Listening to these voices is a start, but it is not enough! Encouraging these voices is good, but it’s not enough. We need to do more: we need to empower the players and anchor them in the decision process. We need to actively build on the strength of these new views, forces and perspectives, and anchor them in the political and economic systems of the future. The decisions we take today need to be determined by the future we picture.
In the preparation of KIREC Seoul 2019, another set of important voices need to be included more systematically in the energy transition –the voices of women. Though we certainly aim for gender equality on the panels, we are struggling with implementing this. This example shows again, we must actively work to anchor gender equality — in panel discussions and events, as well as more broadly into economic and political contexts. Part of our quest for a more inclusive society requires that we prioritise gender equality and include women as leaders to level the gender imbalance — in the energy sector and beyond.
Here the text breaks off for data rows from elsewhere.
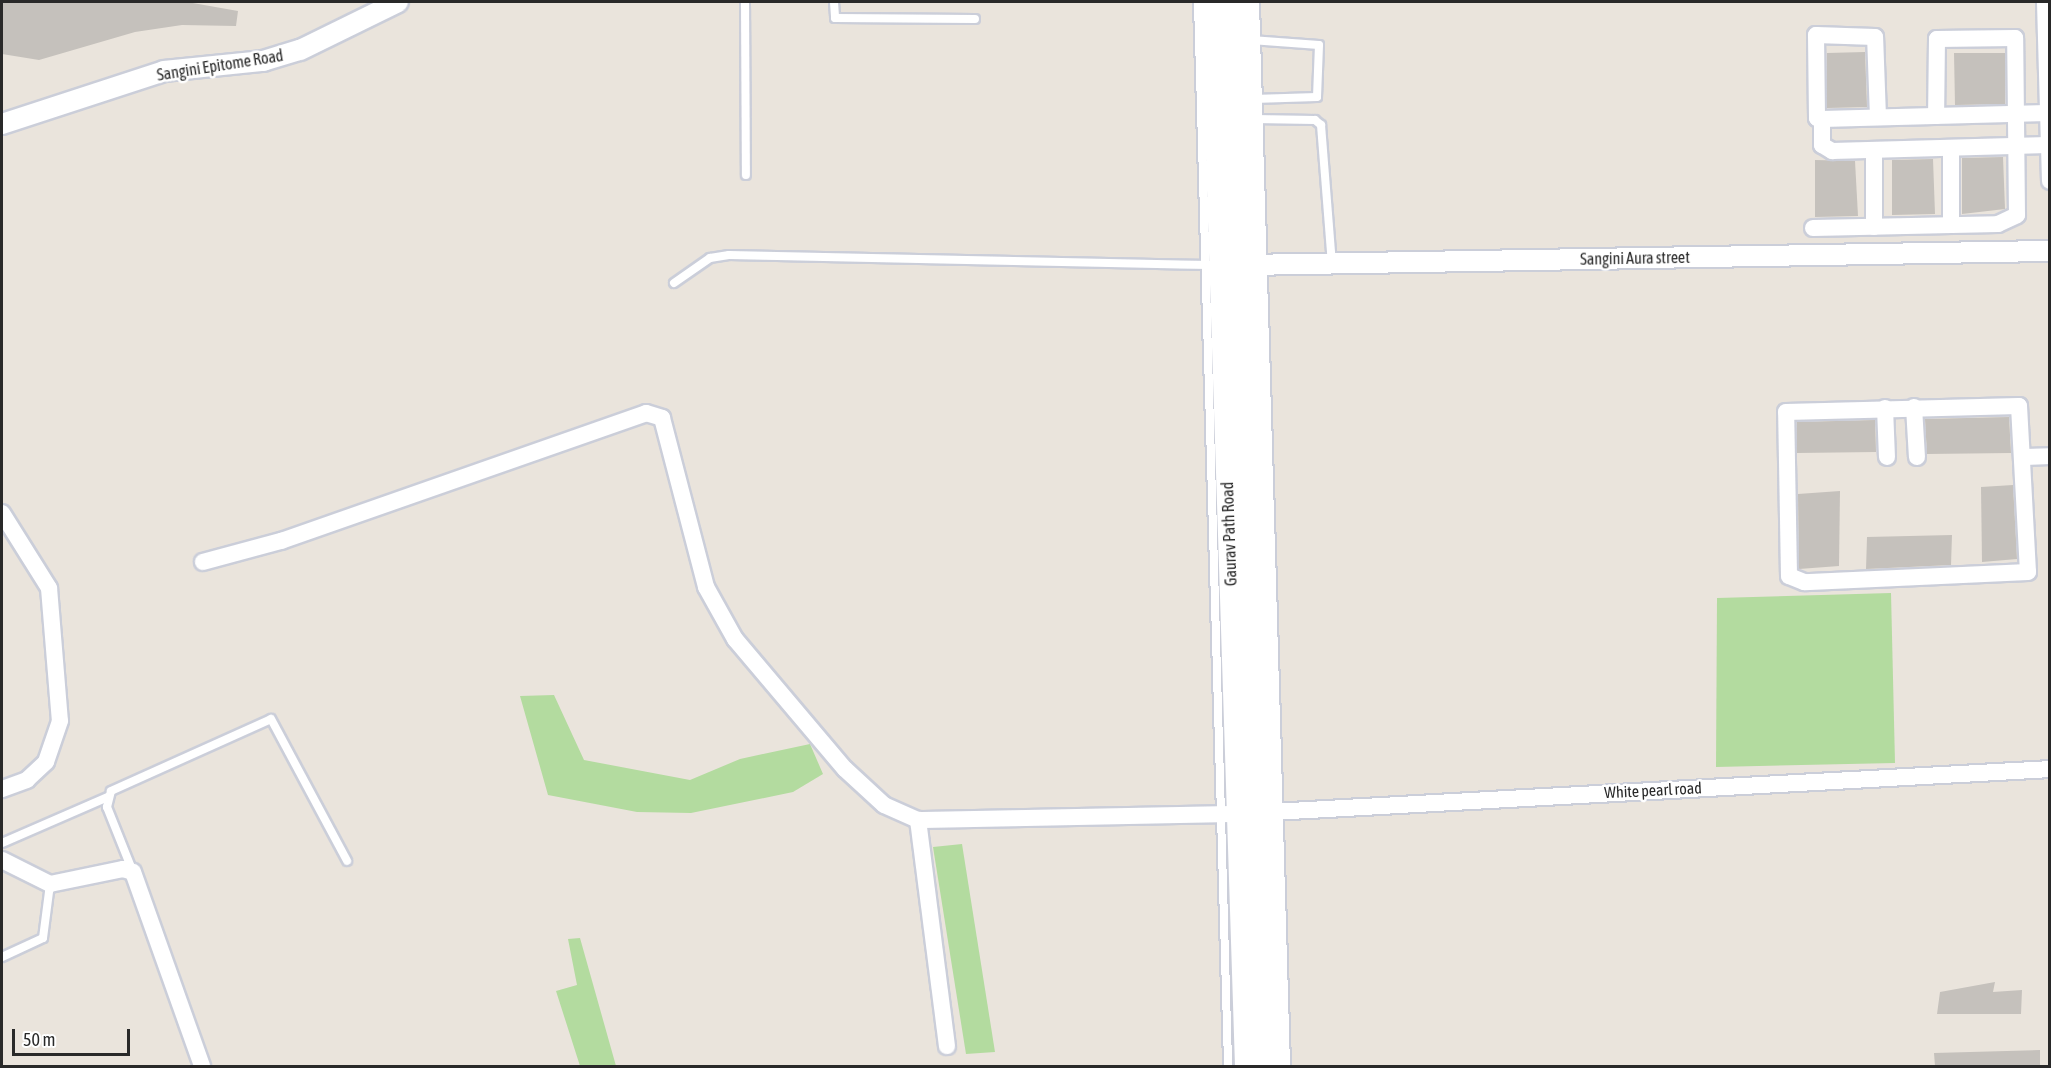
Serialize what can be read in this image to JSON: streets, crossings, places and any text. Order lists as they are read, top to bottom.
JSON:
{
  "streets": {
    "main road": ["Gaurav Path Road"],
    "street": ["Sangini Epitome Road", "Sangini Aura street", "White pearl road"]
  },
  "crossings": [
    ["Sangini Aura street", "Gaurav Path Road"],
    ["Gaurav Path Road", "White pearl road"]
  ],
  "scale_bar": "50 m"
}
Why do we need to include more women? As we accelerate the energy transition, another way of thinking is needed. The energy transition is an opportunity to give women an active role in all historically male-dominated sectors, to incorporate a multitude of fresh ideas and to break limiting molds. Just as much as renewable energy presents an opportunity for women, women are an opportunity for profound and positive changes in our energy systems. We need to tap into this opportunity.
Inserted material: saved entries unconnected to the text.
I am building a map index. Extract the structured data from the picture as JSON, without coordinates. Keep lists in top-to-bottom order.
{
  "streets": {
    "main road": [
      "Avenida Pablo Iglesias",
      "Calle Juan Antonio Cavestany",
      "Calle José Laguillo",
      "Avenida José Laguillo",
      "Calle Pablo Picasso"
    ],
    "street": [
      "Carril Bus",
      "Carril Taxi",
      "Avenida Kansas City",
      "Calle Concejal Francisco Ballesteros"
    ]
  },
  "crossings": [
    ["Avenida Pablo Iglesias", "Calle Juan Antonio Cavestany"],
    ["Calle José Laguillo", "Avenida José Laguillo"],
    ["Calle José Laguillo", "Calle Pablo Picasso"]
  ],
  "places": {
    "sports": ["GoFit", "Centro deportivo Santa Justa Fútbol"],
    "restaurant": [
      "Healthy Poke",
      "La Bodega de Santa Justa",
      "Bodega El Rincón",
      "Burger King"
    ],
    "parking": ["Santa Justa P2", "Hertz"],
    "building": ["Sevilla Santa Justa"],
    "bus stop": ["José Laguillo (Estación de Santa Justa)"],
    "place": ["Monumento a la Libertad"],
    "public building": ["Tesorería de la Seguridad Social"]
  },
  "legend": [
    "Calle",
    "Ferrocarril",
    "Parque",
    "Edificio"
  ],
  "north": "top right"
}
Some of our members are engaging in gathering information about gender — IRENA and GWNET teamed with the Global Wind Energy Council to launch the Global Survey of the Wind Industry. What I want to see now are structural changes that ensure young voices, women, and the underrepresented are heard. We need to be sure that decision-making processes are participatory, inclusive, and collaborative.
In the end, everything comes down to access to information, empowerment and governance. It is not enough to listen and applaud when a young person or a woman speaks up. Since true inclusivity is not the norm yet, it is necessary that we employ specific, strategic and structural attention to empower underrepresented individuals and groups of people and ensure their perspective is heard and respected.
I am not sure of how exactly we will achieve this. What I can say is that I will remain attentive. I will voice my reactions when situations seem unfair, and I will do my best to make for balanced representation whenever I have a part. I’ll close by thanking those who speak up. Even if what they say is criticised, unpopular or difficult.